Following the release of The Adventures of Abdi, Madonna made a number of promotional appearances. On November 12, 2004, the singer appeared at Selfridges, Oxford Street in London for a book-signing event. Only 250 of the fans queued up were chosen to get inside. Madonna read aloud from the book for thirty minutes, watched by thirty schoolchildren in audience. She appeared on British television chat show Richard & Judy, where she spoke about the inspiration and her writing process of the book, followed by The Jeremy Vine Show. Madonna was interviewed by Pat O'Brien from The Insider on November 11, and she spoke about writing the book as a means for "giving children some kind of tools to deal with adversity in their life in a peaceful way". In December, Madonna promoted the book on the CBBC show Blue Peter.

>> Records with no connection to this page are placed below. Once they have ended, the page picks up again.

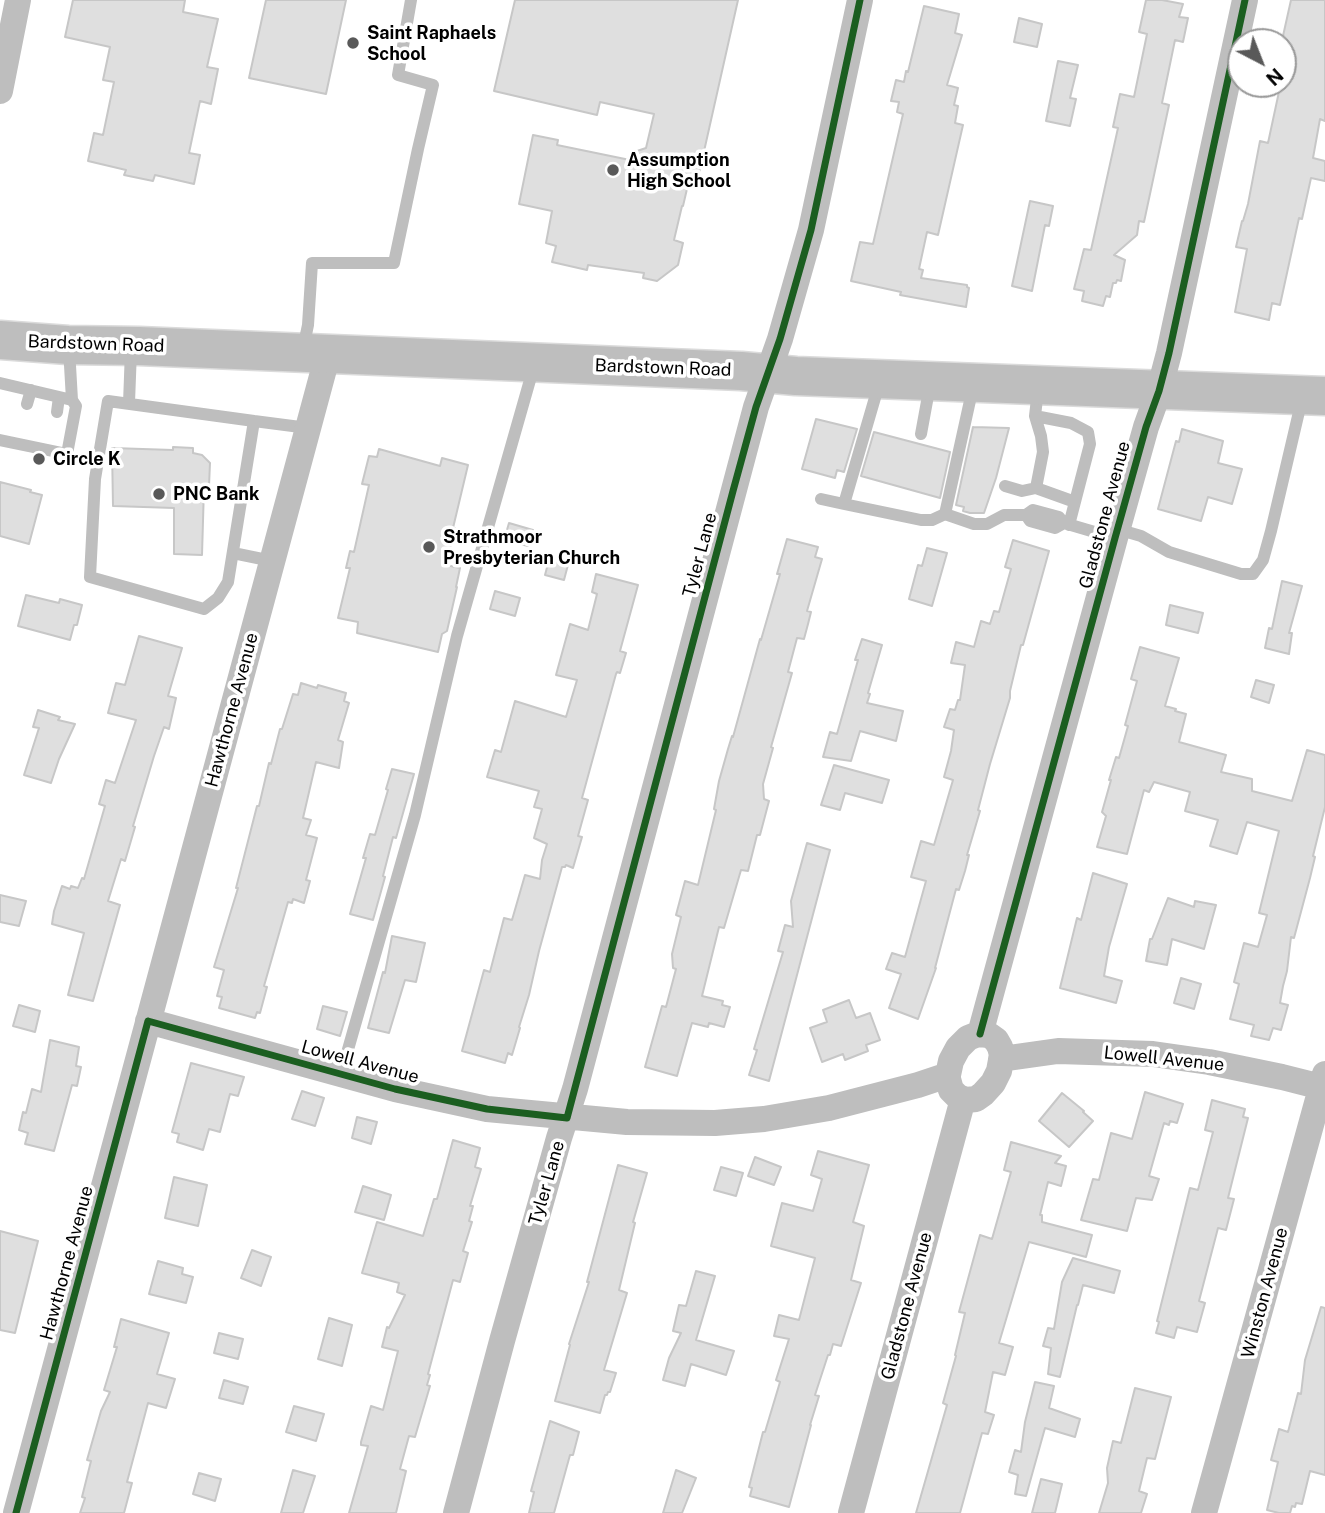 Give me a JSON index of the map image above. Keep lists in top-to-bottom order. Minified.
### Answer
{"streets":{"main road":["Bardstown Road"],"street":["Gladstone Avenue","Tyler Lane","Hawthorne Avenue","Lowell Avenue","Winston Avenue"]},"crossings":[["Bardstown Road","Gladstone Avenue"],["Bardstown Road","Tyler Lane"],["Bardstown Road","Hawthorne Avenue"],["Gladstone Avenue","Lowell Avenue"],["Tyler Lane","Lowell Avenue"],["Hawthorne Avenue","Lowell Avenue"],["Lowell Avenue","Winston Avenue"]],"places":["Saint Raphaels School","Assumption High School","Circle K","PNC Bank","Strathmoor Presbyterian Church"],"north":"bottom right"} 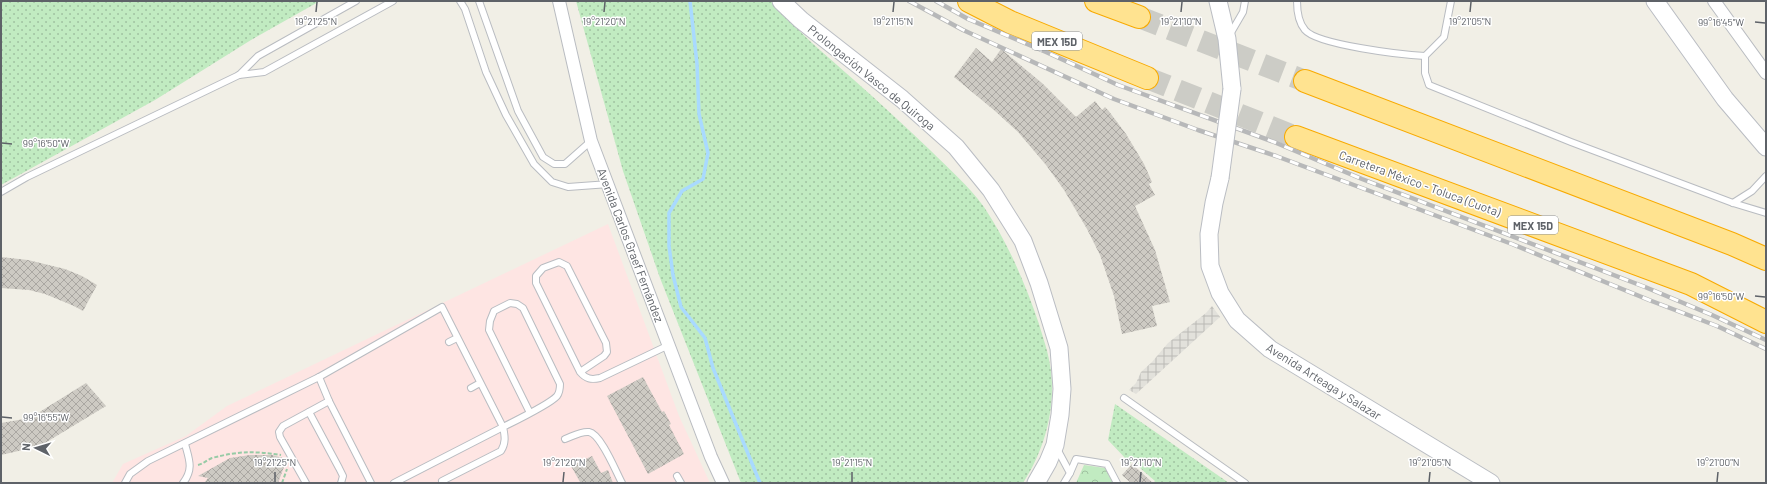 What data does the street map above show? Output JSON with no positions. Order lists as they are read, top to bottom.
{
  "streets": {
    "highway": ["MEX 15D", "Carretera México - Toluca (Cuota)"],
    "street": ["Prolongación Vasco de Quiroga", "Avenida Carlos Graef Fernández", "Avenida Arteaga y Salazar"]
  },
  "north": "left",
  "coordinates": [
    "19°21'25\"N",
    "19°21'20\"N",
    "19°21'15\"N",
    "19°21'10\"N",
    "19°21'05\"N",
    "99°16'45\"W",
    "99°16'50\"W",
    "99°16'55\"W",
    "19°21'00\"N"
  ]
}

Publishers Weekly criticized The Adventures of Abdi for being Orientalist as it depicts "a cobra-bodied man play[ing] a flute [while] dark-skinned dwarves assist the milky-skinned queen and a gazelle sports a turbaned person's head". The writer believed that some readers could be troubled by its "harem-chic depiction of an exotic Middle East" and simplistic philosophy. The illustrations received positive feedback, with the reviewer calling them "sumptuous" and a mix between the paintings of Michelangelo and Hieronymus Bosch. Author Sandra L. Beckett complimented the illustrations in her book, Crossover Picturebooks: A Genre for All Ages. She described the images as "intricately detailed, richly textured" and believed it evoked the work of past artisans and masters. The book faced negative reaction from religious groups who believed that it was forcing children into accepting teachings of Kabbalah. Religious cult expert Rick Alan Ross opposed the release, saying it was just "more Kabbalah preaching disguised as a kiddie book... It's just pushing Kabbalah down the throats of innocent children'."